A new tuberculosis vaccine shows promise in preventing the bacteria from causing disease in people who are infected, but aren’t sick. If approved, it could help control the spread of a disease considered one of the world’s top killers, responsible for 1.6 million deaths in 2017, according to the World Health Organization.
In a clinical trial, the new vaccine halved the number of people who developed active TB from latent infections of Mycobacterium tuberculosis, compared with those who received a placebo. Of 1,623 participants treated with two doses of the vaccine and followed for just over two years, 10 went on to develop tuberculosis, an incidence of 0.3 cases per 100 people per year.
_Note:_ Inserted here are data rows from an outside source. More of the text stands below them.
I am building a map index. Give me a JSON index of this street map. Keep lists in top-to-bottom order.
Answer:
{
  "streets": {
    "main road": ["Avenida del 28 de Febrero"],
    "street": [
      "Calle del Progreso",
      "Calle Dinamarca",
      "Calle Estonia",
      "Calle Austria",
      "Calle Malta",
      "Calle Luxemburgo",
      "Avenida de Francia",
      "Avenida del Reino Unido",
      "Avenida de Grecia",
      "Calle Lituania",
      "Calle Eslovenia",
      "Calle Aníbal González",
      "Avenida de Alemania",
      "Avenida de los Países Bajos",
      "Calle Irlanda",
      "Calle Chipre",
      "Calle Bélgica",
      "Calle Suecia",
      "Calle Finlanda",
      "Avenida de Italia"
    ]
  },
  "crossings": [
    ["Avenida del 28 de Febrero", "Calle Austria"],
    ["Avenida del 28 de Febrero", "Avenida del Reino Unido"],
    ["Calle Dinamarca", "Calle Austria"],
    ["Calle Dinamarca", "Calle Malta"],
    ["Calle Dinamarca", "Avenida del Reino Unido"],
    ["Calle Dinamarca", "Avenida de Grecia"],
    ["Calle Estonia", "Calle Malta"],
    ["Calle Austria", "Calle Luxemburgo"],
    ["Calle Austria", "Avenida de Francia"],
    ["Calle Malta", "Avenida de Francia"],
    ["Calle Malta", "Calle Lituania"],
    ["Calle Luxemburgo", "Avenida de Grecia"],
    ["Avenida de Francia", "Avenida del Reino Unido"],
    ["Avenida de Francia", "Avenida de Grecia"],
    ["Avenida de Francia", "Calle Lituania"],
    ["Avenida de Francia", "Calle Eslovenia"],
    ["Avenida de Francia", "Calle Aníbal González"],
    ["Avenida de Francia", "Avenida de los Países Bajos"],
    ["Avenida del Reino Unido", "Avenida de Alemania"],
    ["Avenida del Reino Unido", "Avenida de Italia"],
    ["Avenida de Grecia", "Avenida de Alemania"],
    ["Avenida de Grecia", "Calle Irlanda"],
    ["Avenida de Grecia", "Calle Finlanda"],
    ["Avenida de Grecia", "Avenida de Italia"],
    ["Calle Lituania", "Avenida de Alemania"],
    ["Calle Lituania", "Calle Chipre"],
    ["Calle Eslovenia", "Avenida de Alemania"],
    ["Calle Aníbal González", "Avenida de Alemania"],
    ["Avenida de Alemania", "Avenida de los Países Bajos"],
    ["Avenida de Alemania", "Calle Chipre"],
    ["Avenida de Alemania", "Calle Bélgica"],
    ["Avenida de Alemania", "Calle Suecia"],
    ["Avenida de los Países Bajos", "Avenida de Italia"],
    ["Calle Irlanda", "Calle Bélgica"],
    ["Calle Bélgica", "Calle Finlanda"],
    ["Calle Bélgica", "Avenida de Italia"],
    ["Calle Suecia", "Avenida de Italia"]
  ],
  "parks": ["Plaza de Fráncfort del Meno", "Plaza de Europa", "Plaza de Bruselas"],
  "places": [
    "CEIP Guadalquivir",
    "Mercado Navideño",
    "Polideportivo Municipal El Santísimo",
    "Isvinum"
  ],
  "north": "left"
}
That’s compared with 22 participants out of 1,660 who received two placebo shots, or 0.6 cases per 100 people per year.
The results were reported online September 25 in the New England Journal of Medicine, a day before the United Nations General Assembly’s first high-level meeting on ending tuberculosis.
“The results are extremely encouraging,” says Richard Chaisson, an infectious disease physician and director of the Johns Hopkins Center for Tuberculosis Research, who was not involved in the research. “This is the first study of new tuberculosis vaccines that has had such dramatic results.”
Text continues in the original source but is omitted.